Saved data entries
····················

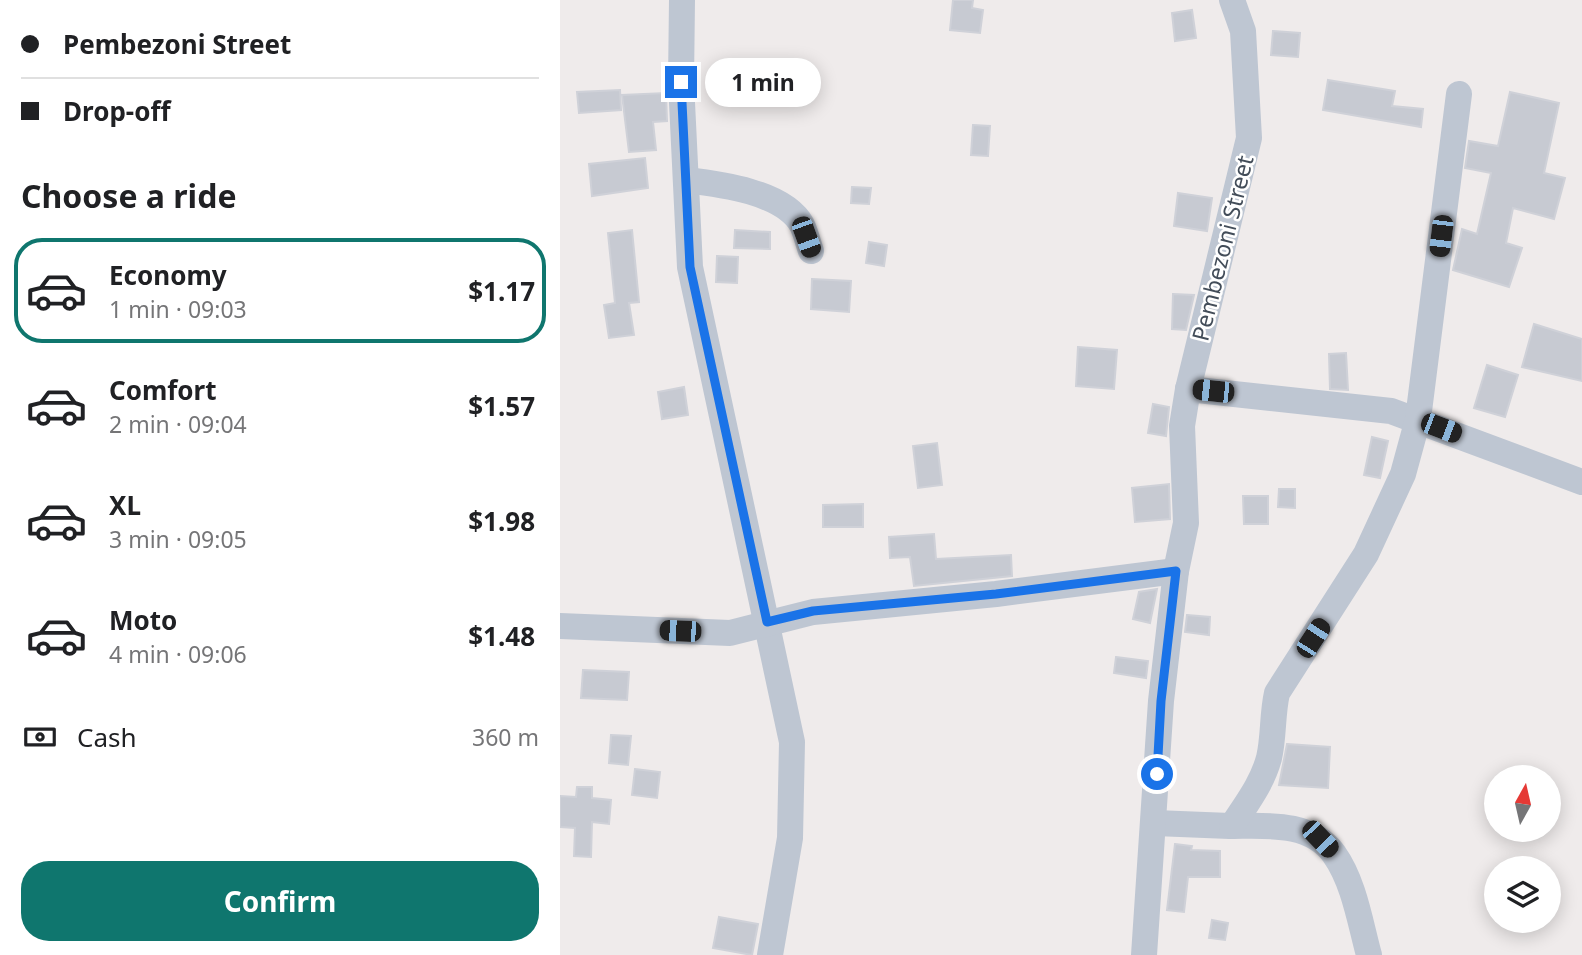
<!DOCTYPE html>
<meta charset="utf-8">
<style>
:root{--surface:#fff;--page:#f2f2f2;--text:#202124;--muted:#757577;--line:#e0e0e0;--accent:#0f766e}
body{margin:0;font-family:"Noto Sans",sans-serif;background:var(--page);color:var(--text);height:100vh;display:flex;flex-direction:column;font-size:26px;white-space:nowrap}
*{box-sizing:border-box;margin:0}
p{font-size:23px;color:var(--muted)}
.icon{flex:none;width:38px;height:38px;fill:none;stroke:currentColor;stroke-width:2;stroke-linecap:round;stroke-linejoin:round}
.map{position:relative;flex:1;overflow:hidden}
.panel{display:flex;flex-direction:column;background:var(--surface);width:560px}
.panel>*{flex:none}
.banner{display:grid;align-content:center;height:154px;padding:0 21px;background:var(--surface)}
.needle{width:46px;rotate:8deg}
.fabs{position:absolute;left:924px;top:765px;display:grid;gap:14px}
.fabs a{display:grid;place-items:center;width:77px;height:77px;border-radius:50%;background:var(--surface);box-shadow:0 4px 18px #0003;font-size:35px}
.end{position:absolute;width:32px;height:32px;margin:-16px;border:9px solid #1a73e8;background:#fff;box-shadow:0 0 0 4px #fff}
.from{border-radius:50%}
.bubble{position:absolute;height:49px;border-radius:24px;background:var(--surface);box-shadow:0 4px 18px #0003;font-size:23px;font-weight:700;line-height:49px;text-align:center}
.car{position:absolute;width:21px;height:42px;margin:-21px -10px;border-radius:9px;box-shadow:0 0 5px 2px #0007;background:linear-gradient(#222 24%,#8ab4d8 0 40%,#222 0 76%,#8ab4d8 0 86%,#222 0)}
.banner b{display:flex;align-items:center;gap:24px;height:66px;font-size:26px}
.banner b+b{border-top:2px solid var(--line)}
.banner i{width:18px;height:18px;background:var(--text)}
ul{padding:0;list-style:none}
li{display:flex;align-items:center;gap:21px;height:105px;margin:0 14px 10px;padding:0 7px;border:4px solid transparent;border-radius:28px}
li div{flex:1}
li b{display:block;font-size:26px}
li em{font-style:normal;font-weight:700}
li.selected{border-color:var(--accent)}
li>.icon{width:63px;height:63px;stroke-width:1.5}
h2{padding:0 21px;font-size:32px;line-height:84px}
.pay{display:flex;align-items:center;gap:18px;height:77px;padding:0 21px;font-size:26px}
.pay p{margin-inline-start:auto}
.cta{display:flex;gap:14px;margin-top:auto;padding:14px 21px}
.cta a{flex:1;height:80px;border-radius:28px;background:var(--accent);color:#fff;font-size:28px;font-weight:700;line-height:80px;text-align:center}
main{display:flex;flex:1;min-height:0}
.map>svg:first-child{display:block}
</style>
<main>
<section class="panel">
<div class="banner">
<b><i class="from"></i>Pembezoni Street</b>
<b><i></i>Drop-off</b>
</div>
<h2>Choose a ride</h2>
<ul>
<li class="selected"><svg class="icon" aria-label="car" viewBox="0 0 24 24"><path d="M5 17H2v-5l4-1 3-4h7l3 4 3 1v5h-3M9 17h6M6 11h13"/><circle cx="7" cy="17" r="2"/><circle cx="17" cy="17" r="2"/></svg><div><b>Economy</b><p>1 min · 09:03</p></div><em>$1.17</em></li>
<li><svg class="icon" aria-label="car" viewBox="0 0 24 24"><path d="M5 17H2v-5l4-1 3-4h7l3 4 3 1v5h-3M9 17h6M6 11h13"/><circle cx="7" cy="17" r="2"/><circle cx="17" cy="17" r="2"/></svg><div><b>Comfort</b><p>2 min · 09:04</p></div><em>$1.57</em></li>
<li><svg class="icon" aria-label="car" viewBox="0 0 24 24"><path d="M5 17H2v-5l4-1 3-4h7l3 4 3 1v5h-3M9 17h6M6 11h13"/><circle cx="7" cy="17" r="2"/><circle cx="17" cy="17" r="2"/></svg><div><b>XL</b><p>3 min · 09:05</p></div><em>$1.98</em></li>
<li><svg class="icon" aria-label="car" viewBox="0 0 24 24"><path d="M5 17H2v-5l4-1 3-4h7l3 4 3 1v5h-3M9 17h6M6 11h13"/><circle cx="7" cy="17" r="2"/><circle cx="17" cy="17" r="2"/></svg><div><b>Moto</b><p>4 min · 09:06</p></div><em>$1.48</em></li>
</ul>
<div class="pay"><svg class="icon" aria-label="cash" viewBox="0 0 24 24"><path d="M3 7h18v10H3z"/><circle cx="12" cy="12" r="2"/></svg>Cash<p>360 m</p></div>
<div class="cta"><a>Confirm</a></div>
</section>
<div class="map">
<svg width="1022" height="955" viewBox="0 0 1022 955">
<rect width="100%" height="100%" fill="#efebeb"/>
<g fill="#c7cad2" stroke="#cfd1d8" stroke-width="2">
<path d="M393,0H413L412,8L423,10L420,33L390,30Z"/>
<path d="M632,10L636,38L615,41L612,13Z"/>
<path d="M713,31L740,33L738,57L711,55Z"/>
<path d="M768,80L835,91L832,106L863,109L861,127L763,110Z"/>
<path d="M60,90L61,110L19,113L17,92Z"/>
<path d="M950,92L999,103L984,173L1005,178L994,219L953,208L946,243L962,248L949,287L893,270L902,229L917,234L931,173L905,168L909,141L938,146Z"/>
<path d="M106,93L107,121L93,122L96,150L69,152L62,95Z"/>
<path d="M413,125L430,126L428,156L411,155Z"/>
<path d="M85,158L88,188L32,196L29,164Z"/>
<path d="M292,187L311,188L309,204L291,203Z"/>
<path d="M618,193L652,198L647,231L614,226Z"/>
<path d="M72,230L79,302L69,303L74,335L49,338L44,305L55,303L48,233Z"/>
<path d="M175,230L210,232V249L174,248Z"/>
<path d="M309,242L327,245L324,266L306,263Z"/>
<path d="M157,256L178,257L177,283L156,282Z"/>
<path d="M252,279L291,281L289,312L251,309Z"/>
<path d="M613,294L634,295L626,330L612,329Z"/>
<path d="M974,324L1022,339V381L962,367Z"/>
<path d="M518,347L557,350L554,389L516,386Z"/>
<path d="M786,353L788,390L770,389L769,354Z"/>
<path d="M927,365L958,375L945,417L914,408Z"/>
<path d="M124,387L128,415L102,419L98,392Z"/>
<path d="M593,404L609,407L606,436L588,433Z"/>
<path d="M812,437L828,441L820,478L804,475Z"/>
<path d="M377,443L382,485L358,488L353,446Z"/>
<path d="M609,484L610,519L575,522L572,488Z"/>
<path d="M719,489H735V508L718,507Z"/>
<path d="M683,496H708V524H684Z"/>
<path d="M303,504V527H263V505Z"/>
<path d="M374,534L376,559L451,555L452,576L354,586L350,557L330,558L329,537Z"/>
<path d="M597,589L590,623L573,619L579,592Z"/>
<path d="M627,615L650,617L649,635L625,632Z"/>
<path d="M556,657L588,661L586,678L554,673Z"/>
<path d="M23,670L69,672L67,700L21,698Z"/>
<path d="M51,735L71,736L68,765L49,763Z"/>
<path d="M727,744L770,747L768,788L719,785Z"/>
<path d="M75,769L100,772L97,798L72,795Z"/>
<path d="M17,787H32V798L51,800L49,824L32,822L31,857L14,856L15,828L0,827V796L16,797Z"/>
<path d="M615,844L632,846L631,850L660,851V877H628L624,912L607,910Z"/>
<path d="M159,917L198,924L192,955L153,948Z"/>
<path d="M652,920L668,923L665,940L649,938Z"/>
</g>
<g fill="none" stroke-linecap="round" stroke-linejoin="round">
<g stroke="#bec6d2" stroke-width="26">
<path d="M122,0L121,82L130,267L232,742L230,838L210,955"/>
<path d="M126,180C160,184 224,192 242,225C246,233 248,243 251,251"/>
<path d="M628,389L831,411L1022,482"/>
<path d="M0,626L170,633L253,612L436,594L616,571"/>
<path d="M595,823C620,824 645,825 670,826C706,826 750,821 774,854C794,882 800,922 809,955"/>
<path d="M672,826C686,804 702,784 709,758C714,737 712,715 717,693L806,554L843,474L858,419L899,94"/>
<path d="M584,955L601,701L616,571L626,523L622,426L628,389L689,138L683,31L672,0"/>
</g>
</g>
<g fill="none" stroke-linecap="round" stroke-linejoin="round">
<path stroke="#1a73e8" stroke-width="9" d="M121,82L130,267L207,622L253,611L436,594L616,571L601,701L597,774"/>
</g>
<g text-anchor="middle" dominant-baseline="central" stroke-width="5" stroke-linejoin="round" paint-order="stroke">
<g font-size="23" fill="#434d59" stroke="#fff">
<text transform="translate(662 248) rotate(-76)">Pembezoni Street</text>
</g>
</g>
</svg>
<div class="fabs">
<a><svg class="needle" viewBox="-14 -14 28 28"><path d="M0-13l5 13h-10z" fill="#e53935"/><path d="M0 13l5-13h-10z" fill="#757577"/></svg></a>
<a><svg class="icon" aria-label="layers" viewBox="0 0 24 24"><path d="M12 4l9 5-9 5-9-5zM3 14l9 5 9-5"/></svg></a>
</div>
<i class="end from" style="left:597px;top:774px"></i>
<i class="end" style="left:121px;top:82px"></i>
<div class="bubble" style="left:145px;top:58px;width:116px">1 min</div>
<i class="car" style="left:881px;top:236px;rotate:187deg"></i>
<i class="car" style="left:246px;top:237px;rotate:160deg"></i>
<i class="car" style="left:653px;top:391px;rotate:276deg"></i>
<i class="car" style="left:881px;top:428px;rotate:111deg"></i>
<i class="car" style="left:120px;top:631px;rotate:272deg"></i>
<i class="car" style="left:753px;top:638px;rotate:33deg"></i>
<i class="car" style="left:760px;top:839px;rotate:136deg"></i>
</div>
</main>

····················

→ **About this exercise**
Search the lines above for the string "needle", then show every one that has it.

→ **Response area**
.needle{width:46px;rotate:8deg}
<a><svg class="needle" viewBox="-14 -14 28 28"><path d="M0-13l5 13h-10z" fill="#e53935"/><path d="M0 13l5-13h-10z" fill="#757577"/></svg></a>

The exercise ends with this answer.